EXERCISE OBJECTIVE: Note each line of the entries that includes "translate". Then copy those lines.

ENTRIES SHOWN:
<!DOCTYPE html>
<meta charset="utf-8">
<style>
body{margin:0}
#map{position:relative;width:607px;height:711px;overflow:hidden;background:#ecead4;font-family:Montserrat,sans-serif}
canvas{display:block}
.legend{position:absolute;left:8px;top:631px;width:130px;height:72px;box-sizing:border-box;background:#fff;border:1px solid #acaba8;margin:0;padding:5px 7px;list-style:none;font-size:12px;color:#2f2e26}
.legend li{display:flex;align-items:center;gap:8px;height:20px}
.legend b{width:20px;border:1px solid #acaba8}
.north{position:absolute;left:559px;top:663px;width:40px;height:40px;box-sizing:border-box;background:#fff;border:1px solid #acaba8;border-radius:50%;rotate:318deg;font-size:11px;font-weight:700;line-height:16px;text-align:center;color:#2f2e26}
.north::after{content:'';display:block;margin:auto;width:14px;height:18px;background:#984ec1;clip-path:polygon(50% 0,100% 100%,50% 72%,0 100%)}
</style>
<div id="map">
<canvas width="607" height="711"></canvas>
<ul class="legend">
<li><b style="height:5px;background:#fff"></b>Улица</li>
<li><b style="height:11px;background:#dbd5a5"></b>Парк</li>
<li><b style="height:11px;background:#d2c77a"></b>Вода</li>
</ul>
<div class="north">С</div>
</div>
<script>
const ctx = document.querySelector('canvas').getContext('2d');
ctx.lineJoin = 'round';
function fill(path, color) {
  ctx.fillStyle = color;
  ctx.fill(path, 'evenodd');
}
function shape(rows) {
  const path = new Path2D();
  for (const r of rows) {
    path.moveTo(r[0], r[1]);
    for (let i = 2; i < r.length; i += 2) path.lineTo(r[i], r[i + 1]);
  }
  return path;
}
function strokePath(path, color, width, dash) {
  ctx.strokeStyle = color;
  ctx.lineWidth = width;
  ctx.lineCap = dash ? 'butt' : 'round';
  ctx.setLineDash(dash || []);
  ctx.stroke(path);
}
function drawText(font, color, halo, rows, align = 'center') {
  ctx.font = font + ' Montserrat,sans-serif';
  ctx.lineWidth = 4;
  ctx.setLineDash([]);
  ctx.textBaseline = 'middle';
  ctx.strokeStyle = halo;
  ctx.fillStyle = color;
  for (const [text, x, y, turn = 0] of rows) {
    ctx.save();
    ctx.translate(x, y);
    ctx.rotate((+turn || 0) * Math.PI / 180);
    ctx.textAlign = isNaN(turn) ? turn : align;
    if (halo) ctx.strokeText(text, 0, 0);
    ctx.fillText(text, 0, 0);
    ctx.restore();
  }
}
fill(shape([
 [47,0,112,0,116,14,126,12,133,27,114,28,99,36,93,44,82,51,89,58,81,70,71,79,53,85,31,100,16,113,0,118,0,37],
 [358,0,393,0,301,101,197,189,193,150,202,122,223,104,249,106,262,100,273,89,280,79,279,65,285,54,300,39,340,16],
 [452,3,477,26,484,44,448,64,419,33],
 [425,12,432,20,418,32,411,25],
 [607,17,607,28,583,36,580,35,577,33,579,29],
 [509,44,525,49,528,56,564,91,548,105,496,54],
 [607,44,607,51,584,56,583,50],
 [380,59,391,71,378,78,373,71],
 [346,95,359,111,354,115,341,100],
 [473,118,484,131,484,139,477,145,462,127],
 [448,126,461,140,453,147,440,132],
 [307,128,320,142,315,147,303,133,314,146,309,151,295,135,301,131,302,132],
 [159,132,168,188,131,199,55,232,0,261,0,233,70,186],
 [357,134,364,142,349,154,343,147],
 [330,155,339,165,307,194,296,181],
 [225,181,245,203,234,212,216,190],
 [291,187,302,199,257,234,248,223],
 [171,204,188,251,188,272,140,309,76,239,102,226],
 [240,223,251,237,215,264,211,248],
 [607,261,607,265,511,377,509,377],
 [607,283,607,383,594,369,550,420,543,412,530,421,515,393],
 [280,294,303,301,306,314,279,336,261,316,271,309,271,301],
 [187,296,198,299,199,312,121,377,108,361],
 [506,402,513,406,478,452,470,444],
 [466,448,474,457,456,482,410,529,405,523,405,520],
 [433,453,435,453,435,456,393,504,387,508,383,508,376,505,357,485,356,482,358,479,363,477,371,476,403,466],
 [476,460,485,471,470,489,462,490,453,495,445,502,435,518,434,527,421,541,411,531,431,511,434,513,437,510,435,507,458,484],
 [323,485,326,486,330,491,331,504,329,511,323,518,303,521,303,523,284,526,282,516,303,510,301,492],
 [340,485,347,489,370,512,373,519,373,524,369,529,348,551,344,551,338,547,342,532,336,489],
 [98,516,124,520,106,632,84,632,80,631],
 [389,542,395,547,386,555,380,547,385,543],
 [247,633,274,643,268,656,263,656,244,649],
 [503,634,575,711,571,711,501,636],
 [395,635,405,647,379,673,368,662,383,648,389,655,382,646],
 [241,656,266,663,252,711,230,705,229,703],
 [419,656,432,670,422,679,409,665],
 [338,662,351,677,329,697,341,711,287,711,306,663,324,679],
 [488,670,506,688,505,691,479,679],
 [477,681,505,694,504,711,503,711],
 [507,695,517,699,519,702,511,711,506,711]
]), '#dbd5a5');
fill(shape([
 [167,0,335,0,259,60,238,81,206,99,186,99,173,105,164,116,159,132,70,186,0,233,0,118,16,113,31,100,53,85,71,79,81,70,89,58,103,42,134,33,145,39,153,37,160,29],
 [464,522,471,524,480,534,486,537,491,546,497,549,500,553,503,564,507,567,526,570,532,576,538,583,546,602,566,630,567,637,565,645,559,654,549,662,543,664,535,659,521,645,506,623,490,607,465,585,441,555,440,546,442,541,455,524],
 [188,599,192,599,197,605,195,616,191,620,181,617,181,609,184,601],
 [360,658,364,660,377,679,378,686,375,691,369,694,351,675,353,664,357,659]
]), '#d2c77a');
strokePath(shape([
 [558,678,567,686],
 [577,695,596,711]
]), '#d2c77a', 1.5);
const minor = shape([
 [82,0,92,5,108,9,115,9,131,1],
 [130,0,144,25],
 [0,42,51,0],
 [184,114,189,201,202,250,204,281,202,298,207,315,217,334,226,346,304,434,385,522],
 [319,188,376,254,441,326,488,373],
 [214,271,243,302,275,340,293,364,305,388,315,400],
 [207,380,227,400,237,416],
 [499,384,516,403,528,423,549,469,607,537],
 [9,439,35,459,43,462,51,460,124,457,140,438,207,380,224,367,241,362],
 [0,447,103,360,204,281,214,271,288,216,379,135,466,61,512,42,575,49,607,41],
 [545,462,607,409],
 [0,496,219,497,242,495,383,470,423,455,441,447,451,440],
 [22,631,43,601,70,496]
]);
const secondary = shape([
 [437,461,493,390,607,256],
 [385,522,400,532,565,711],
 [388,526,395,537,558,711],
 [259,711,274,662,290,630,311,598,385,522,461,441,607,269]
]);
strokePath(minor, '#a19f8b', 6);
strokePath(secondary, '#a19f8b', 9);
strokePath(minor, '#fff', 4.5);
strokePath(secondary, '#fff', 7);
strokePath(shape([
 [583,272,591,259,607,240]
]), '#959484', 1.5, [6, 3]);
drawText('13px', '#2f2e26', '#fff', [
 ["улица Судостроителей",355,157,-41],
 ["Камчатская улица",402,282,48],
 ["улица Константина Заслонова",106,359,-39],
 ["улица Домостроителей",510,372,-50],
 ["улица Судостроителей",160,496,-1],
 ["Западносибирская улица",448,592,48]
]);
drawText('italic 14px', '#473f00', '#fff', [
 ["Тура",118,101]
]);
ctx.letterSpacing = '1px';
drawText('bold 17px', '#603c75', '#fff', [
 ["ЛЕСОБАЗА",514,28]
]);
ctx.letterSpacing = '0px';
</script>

...

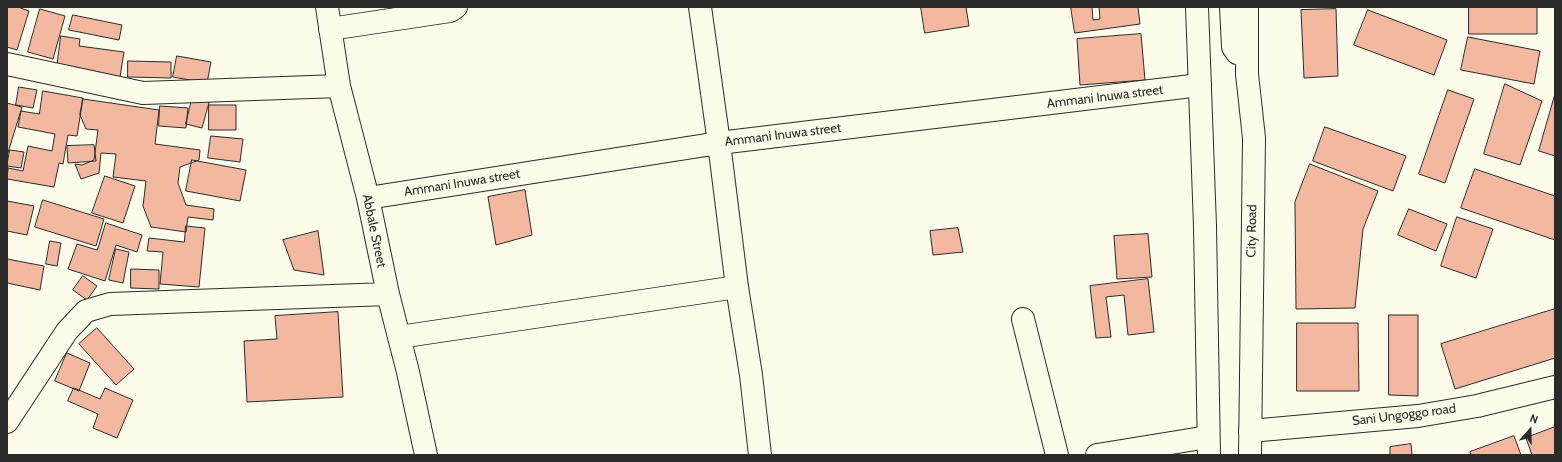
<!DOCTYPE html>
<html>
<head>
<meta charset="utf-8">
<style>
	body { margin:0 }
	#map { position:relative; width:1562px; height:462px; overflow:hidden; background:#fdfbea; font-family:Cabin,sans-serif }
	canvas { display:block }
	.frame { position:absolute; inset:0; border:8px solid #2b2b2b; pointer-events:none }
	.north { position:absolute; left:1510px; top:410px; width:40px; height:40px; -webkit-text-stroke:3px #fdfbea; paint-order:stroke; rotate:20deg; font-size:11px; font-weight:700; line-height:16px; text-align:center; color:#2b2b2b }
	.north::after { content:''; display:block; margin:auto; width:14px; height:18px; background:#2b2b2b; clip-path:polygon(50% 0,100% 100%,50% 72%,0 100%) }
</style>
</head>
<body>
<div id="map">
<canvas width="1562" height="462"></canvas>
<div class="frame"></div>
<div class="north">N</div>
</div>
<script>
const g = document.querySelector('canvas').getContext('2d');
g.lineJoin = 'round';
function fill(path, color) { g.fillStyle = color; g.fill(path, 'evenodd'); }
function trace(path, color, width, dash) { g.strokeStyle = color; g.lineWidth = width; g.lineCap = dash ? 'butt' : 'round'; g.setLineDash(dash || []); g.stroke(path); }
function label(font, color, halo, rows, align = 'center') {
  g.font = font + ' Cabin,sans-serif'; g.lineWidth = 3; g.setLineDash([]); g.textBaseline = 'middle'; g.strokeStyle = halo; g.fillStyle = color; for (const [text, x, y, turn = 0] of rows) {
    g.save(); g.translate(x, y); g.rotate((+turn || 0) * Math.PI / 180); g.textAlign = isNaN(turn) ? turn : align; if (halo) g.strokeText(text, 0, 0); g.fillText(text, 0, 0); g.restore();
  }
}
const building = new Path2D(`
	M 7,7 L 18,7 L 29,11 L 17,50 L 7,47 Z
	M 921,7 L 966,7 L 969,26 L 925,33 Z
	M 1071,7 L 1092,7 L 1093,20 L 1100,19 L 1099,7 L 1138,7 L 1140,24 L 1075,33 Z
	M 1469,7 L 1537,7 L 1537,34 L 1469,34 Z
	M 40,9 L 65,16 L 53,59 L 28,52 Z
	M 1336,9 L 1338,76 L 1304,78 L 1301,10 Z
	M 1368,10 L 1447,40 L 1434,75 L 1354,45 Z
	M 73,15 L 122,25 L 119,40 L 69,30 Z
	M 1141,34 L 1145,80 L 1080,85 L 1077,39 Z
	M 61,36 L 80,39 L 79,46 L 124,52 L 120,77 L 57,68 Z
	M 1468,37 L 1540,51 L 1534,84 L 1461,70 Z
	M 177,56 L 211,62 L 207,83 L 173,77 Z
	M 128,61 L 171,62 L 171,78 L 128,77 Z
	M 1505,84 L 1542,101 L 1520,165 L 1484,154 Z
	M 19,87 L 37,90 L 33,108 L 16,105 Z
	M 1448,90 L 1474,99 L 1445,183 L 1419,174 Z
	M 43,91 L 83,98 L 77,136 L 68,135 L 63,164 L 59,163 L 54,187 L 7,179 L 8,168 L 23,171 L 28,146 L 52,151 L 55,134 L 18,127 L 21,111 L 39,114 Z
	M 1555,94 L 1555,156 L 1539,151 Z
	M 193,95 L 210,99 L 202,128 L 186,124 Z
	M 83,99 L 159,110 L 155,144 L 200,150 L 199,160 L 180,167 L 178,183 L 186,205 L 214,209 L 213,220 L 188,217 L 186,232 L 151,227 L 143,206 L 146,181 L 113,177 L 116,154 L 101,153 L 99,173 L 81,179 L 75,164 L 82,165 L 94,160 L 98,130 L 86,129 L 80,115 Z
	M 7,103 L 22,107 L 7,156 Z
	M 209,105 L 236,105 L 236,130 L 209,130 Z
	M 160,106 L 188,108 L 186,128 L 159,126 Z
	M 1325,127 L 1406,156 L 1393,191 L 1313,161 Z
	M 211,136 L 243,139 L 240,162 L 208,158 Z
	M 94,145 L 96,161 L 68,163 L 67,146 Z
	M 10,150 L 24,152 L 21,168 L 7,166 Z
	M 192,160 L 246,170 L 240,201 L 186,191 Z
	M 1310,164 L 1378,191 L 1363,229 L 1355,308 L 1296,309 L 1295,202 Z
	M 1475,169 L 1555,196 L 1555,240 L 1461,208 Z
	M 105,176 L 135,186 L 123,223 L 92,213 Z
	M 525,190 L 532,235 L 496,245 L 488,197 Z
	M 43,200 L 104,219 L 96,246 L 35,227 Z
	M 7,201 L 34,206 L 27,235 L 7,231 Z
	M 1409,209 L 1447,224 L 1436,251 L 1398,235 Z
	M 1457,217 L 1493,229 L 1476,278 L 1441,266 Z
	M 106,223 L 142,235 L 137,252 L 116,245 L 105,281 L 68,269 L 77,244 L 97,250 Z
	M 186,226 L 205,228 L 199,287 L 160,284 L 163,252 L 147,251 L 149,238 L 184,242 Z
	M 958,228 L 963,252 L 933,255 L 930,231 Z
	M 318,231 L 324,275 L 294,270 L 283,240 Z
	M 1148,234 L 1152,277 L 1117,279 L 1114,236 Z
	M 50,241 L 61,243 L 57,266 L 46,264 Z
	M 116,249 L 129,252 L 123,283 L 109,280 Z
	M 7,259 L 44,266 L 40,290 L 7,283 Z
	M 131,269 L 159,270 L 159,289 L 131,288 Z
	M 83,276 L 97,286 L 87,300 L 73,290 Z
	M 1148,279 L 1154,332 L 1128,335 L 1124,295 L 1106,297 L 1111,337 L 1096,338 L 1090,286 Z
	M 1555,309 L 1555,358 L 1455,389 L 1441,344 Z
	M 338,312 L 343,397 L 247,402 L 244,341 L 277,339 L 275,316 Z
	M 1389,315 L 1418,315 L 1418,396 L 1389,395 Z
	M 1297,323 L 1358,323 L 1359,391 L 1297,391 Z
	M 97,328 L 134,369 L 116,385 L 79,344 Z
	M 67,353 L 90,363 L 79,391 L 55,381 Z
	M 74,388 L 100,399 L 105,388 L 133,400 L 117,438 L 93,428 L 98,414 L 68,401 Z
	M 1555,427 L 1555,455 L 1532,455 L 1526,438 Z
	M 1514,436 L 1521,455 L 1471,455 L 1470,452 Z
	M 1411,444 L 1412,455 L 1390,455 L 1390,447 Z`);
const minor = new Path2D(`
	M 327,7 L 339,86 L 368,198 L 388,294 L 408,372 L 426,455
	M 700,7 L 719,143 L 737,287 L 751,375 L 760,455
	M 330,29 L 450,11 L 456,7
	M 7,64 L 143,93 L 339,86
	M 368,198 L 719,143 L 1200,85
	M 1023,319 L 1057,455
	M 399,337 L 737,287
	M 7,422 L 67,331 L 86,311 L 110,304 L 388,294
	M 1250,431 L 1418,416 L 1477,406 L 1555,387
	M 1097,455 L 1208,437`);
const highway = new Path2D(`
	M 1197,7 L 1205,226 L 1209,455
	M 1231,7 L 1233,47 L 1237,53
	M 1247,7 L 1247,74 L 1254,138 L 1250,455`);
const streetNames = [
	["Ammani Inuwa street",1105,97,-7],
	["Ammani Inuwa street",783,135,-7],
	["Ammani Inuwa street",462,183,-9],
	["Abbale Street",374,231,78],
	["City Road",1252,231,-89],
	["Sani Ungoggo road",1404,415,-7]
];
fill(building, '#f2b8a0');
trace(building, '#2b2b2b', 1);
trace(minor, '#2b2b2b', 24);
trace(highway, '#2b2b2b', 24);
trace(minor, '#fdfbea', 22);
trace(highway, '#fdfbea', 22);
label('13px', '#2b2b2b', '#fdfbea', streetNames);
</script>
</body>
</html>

EXERCISE RESPONSE:
    ctx.translate(x, y);
    g.save(); g.translate(x, y); g.rotate((+turn || 0) * Math.PI / 180); g.textAlign = isNaN(turn) ? turn : align; if (halo) g.strokeText(text, 0, 0); g.fillText(text, 0, 0); g.restore();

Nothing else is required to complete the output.